1. Quanto ao jogo de há uma semana, o único que vi, apenas digo que foi justo. Inclusivamente ao intervalo, o 1-0 não me convencia. Era injusto para os comandados por Paulo Bento. No entanto, com a segunda parte veio a “justiça no marcador”. Como o Benfica jogou zero, ou seja, nada, parabéns aos verde-e-brancos.

Apenas lamento os comentários demasiadamente prepotentes do guarda-redes Ricardo, ao afirmar que não estava contente, porque poderia ter saído do Estádio da Luz com 6/7 golos marcados. É bom que tenha cuidado, porque qualquer dia ainda é “obrigado a engolir” aquilo que disse… Atitudes que possam incitar à violência verbal de dirigentes, atletas e adeptos, são sempre de evitar. O Desporto agradece.

2. Em Leiria, os intervenientes foram os mesmos, tal como o resultado. O Benfica de um lado e os 1-3 do outro. Pelos ecos que me chegaram deste jogo, houve um herói – Costinha. Não vi o encontro, mas, recuando uma época, recordo-me do Benfica x U. Leiria.
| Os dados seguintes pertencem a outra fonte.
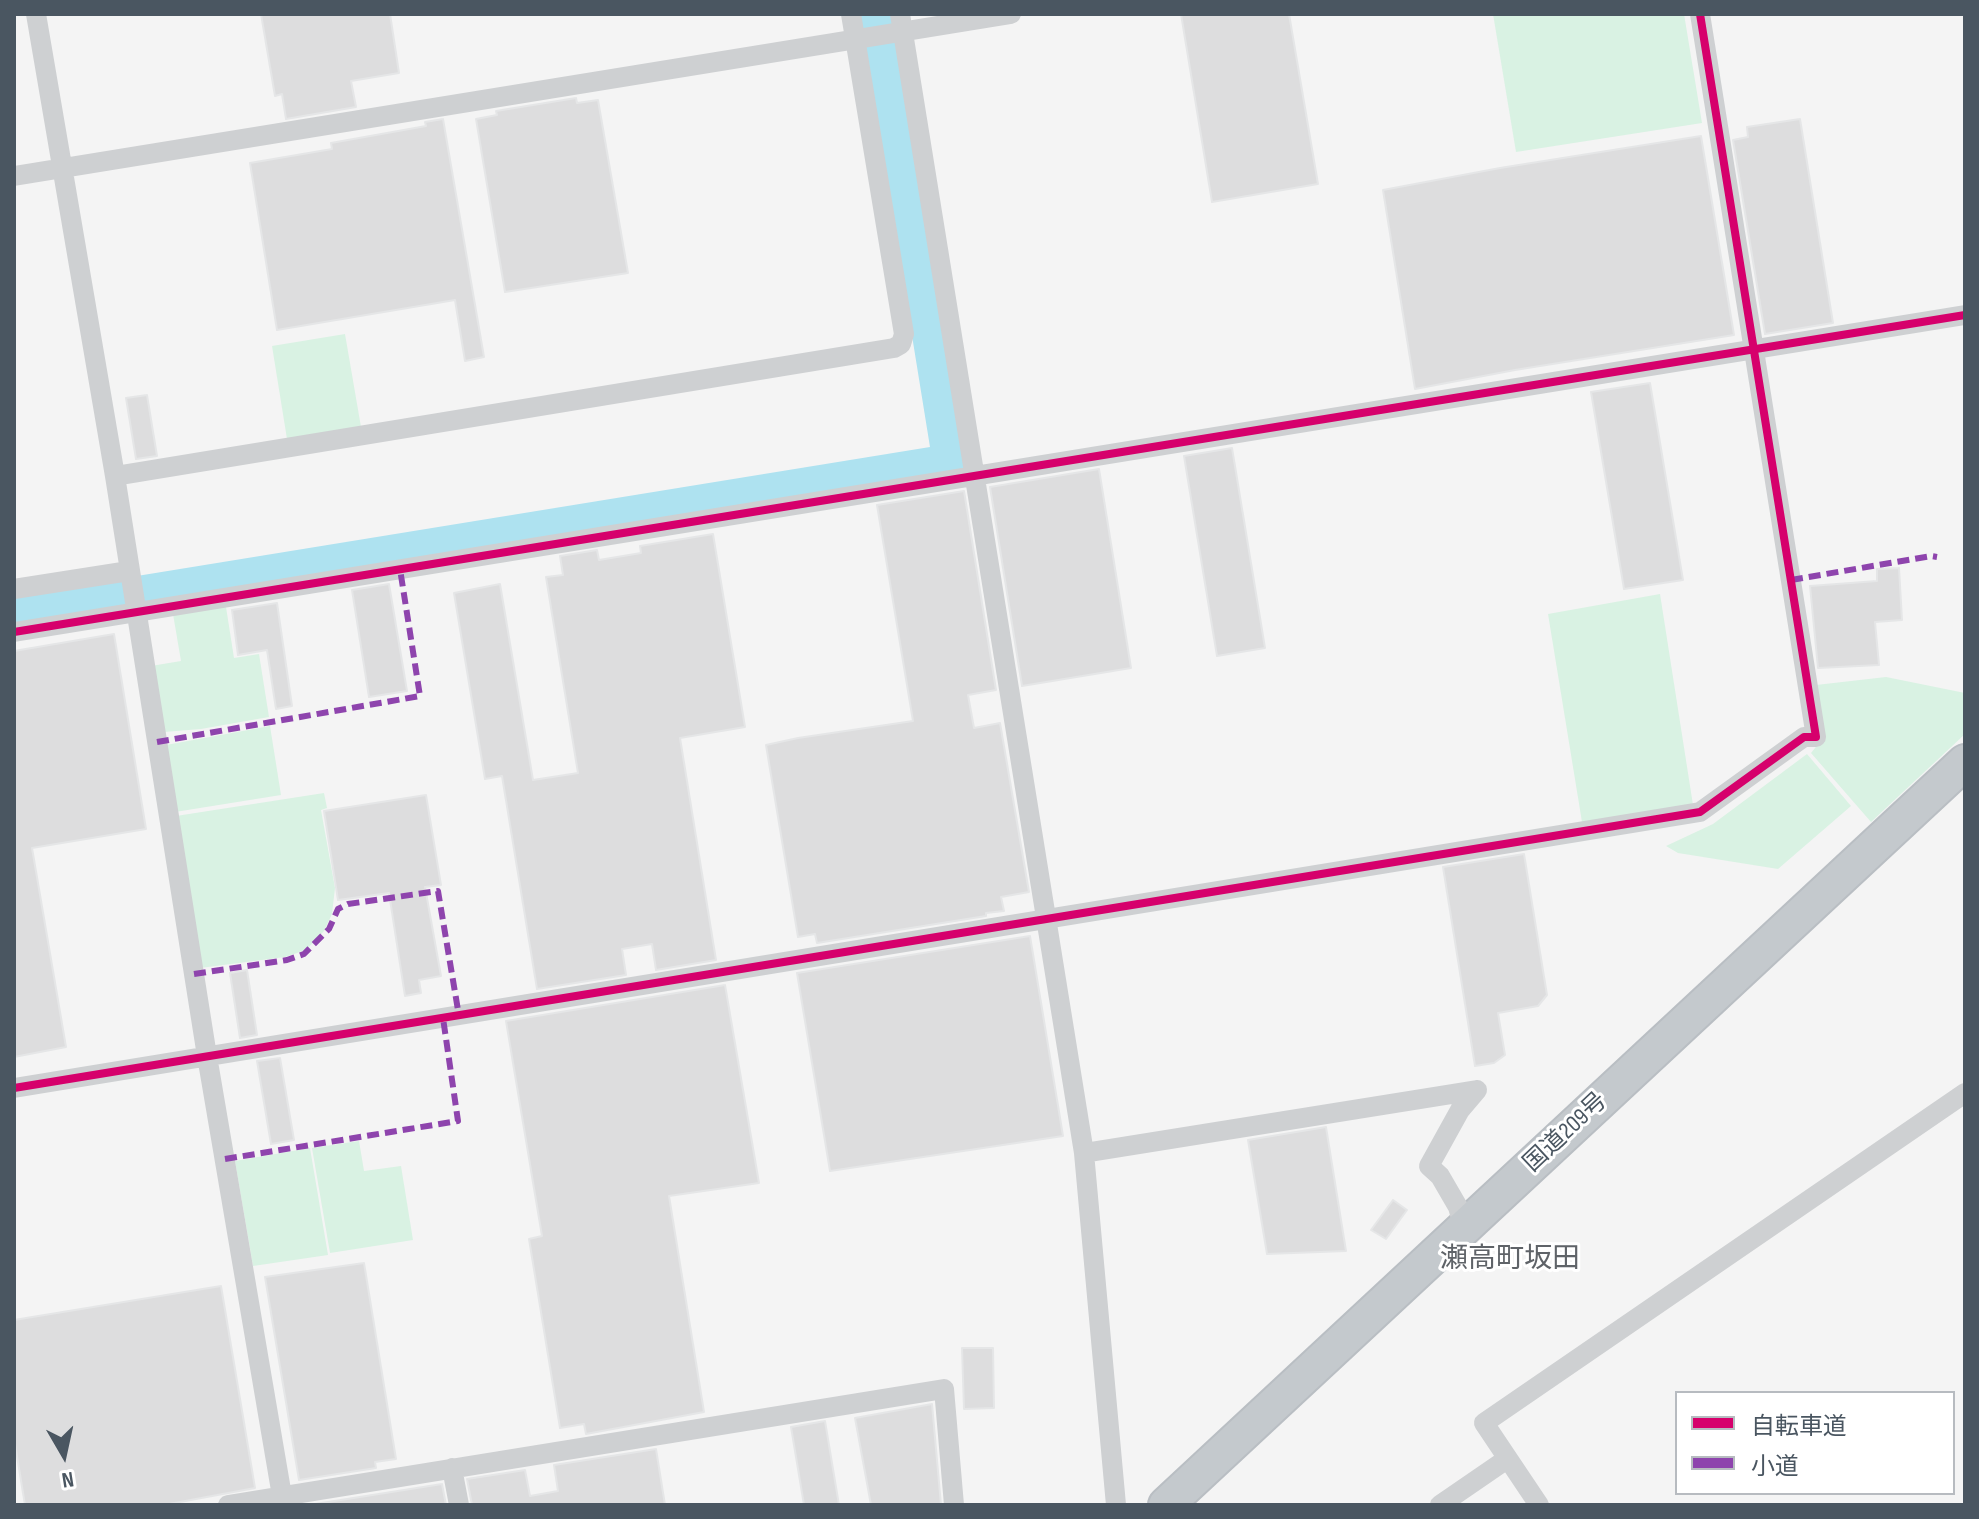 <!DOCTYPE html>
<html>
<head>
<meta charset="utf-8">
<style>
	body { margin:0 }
	#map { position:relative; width:1979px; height:1519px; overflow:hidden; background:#f4f4f4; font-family:"Sofia Sans Condensed","Noto Sans JP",sans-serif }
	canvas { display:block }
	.frame { position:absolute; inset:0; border:16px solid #4a5661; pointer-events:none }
	.legend { position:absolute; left:1675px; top:1391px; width:280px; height:104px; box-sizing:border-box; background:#fff; border:2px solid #b7bbc0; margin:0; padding:10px 14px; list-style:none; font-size:24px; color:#4a5661 }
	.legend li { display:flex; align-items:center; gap:16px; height:40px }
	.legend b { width:40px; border:2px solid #b7bbc0 }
	.north { position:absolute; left:24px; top:1415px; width:80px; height:80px; -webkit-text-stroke:6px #fff; paint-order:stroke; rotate:171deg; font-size:22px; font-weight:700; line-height:32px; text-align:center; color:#4a5661 }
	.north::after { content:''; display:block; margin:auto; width:28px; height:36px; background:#4a5661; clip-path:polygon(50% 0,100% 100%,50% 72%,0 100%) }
</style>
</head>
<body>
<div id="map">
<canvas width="1979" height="1519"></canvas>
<div class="frame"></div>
<ul class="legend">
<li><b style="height:10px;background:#d6006c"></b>自転車道</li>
<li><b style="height:10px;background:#8e44ad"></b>小道</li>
</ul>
<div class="north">N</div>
</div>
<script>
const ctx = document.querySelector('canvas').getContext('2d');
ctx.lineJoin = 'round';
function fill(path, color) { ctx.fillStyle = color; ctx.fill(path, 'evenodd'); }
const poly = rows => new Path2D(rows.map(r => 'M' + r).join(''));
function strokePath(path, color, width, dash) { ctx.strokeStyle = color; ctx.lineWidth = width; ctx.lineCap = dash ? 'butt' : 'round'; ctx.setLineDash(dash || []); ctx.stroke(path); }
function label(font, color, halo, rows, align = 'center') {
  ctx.font = font + ' "Sofia Sans Condensed","Noto Sans JP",sans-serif'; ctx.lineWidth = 6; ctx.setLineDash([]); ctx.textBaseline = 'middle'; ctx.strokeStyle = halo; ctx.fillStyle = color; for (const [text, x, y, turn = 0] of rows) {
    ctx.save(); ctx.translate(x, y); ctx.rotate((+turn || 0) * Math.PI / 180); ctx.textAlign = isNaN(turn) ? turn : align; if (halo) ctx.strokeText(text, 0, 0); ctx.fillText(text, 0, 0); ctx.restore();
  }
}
fill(poly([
	[1493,14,1684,14,1702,123,1516,152],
	[345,334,361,427,287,439,272,346],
	[1660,594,1693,805,1582,822,1548,614],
	[226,607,234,658,259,654,269,717,201,729,164,732,151,666,181,661,173,614],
	[1886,677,1965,693,1965,734,1871,822,1811,753,1823,738,1816,685],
	[270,726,281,795,175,812,166,745],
	[1807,754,1851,806,1778,869,1678,853,1666,846,1713,824],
	[324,793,327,808,321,810,335,888,332,914,324,931,306,950,285,957,200,968,176,816],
	[359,1141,364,1171,401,1166,413,1240,330,1253,312,1148],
	[310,1148,328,1255,253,1266,235,1161]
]), '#d9f2e3');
fill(poly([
	[860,14,893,14,966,465,963,471,14,625,14,596,930,447]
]), '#aee2f0');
const building = poly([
	[261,14,390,14,399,73,351,81,356,107,286,119,282,94,275,96,261,14],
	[1181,14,1289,14,1318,184,1212,202,1181,14],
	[576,98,577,103,598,100,628,273,505,292,476,119,497,115,496,111,576,98],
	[443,119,484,357,465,361,455,300,277,330,250,163,332,149,331,143,426,126,425,122,443,119],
	[1800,119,1833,323,1765,334,1733,140,1748,137,1747,127,1800,119],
	[1701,136,1734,335,1515,370,1415,389,1383,190,1500,168,1701,136],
	[1650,383,1683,580,1624,589,1591,392,1650,383],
	[147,395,157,456,136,459,126,398,147,395],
	[1232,448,1265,648,1217,656,1184,456,1232,448],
	[1099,469,1131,668,1022,686,990,487,1099,469],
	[964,491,996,690,968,695,974,728,1000,723,1029,892,1001,897,1004,911,986,913,986,916,817,943,815,934,798,937,766,745,798,738,913,721,877,505,964,491],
	[713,534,745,727,680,738,716,960,656,970,652,944,622,949,626,975,537,989,502,776,485,779,454,593,500,584,533,780,578,773,546,577,563,575,560,556,597,550,599,560,641,553,640,546,713,534],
	[1899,568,1902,620,1875,622,1879,665,1818,668,1810,586,1877,581,1877,569,1899,568],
	[389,584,407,691,369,697,352,590,389,584],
	[277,603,292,706,276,709,267,650,238,655,232,610,277,603],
	[114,634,146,829,32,848,66,1047,14,1057,14,651,114,634],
	[426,795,441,885,425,887,441,976,419,980,421,993,405,996,389,893,338,900,324,811,426,795],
	[1524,854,1547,995,1538,1006,1498,1013,1505,1055,1494,1063,1475,1066,1443,867,1524,854],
	[1030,936,1063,1136,830,1171,797,973,1030,936],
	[247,970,257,1035,240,1038,230,973,247,970],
	[725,985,759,1183,669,1196,704,1412,586,1434,584,1424,560,1428,529,1239,542,1236,506,1021,725,985],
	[280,1058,294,1140,271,1144,257,1061,280,1058],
	[1326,1127,1346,1251,1267,1254,1248,1140,1326,1127],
	[1393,1200,1407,1210,1386,1239,1371,1230,1393,1200],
	[364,1263,396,1459,375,1462,376,1468,299,1480,265,1277,364,1263],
	[221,1286,255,1488,164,1505,25,1505,14,1438,14,1320,221,1286],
	[962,1348,993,1348,994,1408,964,1409,962,1348],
	[932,1404,941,1505,871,1505,855,1418,932,1404],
	[825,1421,839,1505,804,1505,791,1427,825,1421],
	[656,1449,665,1505,472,1505,467,1479,525,1470,530,1496,558,1491,554,1465,656,1449],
	[442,1484,446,1505,309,1505,442,1484]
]);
fill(building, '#ddddde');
strokePath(building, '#e5e6e7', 2);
const trunk = poly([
	[1166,1505,1965,762]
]);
strokePath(trunk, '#b9bec3', 38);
strokePath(poly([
	[36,14,115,476,207,1056,282,1496,281,1505],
	[900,14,1084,1153,1116,1505],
	[14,176,1011,14],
	[115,476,894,348,901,344,904,334,851,14],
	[14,589,129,571],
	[14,632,1965,315],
	[14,1088,1700,812,1804,737,1816,737,1700,14],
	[1084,1153,1477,1090],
	[1464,1228,1458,1207,1440,1176,1429,1166,1460,1110,1477,1090],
	[452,1468,459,1505],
	[228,1505,944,1389,954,1505],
	[1440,1505,1507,1459],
	[1539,1505,1484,1423,1965,1093]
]), '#ced0d2', 20);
strokePath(trunk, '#c4c9cd', 34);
strokePath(poly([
	[1791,580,1931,556,1937,557],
	[157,742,420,696,400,569],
	[194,974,287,960,304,954,329,929,338,909,348,904,438,891,459,1016],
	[225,1159,458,1121,443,1018]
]), '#8e44ad', 6, [12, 6]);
strokePath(poly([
	[14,632,1965,315],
	[14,1088,1700,812,1804,737,1816,737,1700,14]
]), '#d6006c', 8);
label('24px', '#4a5661', '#fff', [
	["国道209号",1566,1133,-43]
]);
label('28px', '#5f6368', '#fff', [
	["瀬高町坂田",1510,1260]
]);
</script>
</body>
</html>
Com Helton a titular em praticamente todos os jogos de 2004/05, coube ao português substituir brasileiro devido a lesão. Costinha foi simplesmente enorme, rubricando uma exibição de luxo!

Aquele mesmo palco em que desfilou, durante algumas épocas, o “senhor das redes”: Michel Preud´Homme. Quem não se recorda do melhor guarda-redes dos 100 anos do clube encarnado? Aquele que fazia defesas impossíveis? Foi dele que me lembrei quando vi Costinha ser bombardeado, durante 90 minutos, pela armada benfiquista. Só não conseguiu parar um cabeceamento de Mantorras, que fez empate (1-1) já nos descontos. Mas se não fosse o português, a U. Leiria teria saído humilhada do Estádio da Luz com uma goleada histórica.

Na última jornada, parece que o numero “1” leiriense voltou a fazer das suas e a contribuir, da melhor forma, para um resultado positivo. É importante não esquecer que este ano descem quatro equipas para a Liga de Honra e, por isso, nesta altura todos os pontos são preciosos.

3. Como ouvia hoje na rádio, não são os “grandes” que estão mais fracos, mas sim os mais pequenos que se agigantam. A U. Leiria é disso exemplo. Começou por reduzir, o já de si reduzido, orçamento, ou seja, estabilizar as finanças. Seguiu-se um mau começo da Liga, mas com a entrada do treinador Jorge Jesus, a equipa ganhou outro fôlego. Com dois ou três elementos a transferir no final da época, João Paulo, Fábio Felício, Harison e porque não Costinha, são sérios candidatos à saída, os cofres leirienses "respirarão" melhor. O V. Setúbal (apesar de tudo), Nacional e Sp. Braga são outros exemplos de boa gestão financeira e desportiva.

Resumindo e concluindo, a Liga está ao rubro (com o empate, esta noite, entre o Porto e Braga). À semelhança da última época, vai haver campeonato até ao fim, quer no topo quer na cauda da tabela. Para quem acha que o campeonato português não é competitivo, sugiro uma consulta às classificações dos principais campeonatos europeus e verificar a diferença pontual entre os primeiros.